- [ABOUT THIS EXERCISE] Return each line of the records below that contains the word "from".

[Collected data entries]
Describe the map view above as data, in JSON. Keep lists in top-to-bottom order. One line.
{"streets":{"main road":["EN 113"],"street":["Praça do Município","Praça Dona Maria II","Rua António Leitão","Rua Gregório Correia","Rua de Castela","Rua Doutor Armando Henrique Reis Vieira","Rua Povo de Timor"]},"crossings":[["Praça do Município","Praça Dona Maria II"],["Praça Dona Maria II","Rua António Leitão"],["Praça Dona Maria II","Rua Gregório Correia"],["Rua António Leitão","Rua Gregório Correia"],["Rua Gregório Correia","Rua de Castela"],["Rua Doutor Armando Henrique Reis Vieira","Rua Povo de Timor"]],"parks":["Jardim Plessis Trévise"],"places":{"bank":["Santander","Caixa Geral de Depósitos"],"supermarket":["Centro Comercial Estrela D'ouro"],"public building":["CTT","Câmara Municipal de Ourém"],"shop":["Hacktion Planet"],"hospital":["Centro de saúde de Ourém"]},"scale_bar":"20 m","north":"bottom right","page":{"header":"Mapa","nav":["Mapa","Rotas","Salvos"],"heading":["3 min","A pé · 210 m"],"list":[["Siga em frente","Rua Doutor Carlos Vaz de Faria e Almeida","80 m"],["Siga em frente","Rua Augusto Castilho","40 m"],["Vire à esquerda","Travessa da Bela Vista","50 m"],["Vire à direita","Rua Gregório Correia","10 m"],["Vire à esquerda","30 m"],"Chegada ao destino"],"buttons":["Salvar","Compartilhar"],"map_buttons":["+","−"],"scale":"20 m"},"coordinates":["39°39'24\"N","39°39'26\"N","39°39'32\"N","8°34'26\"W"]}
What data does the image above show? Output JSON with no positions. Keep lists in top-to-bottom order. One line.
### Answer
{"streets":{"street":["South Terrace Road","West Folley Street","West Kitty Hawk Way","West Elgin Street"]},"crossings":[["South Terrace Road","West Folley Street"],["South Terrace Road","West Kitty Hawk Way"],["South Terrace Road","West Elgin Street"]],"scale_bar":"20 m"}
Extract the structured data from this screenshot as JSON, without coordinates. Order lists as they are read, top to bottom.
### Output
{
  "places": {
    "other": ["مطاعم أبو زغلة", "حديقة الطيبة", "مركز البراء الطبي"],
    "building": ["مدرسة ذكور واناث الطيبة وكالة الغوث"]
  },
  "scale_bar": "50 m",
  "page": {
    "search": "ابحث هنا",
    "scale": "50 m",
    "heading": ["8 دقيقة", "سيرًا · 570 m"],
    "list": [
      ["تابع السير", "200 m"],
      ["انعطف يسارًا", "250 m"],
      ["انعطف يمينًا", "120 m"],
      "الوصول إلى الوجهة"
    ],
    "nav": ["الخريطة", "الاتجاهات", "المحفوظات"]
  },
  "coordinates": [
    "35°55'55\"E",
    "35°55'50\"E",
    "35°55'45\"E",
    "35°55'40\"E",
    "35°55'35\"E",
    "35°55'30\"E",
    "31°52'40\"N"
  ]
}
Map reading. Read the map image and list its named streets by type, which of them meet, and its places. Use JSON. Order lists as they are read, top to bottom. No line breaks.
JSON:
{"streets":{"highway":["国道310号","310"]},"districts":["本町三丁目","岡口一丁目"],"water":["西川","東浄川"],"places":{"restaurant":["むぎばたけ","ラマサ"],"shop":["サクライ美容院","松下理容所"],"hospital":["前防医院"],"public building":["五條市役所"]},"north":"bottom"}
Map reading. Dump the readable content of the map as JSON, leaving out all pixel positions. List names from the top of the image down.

- [EXPECTED OUTPUT]
Extract the structured data from this screenshot as JSON, without coordinates. Order lists as they are read, top to bottom.
Map reading. Dump the readable content of the map as JSON, leaving out all pixel positions. List names from the top of the image down.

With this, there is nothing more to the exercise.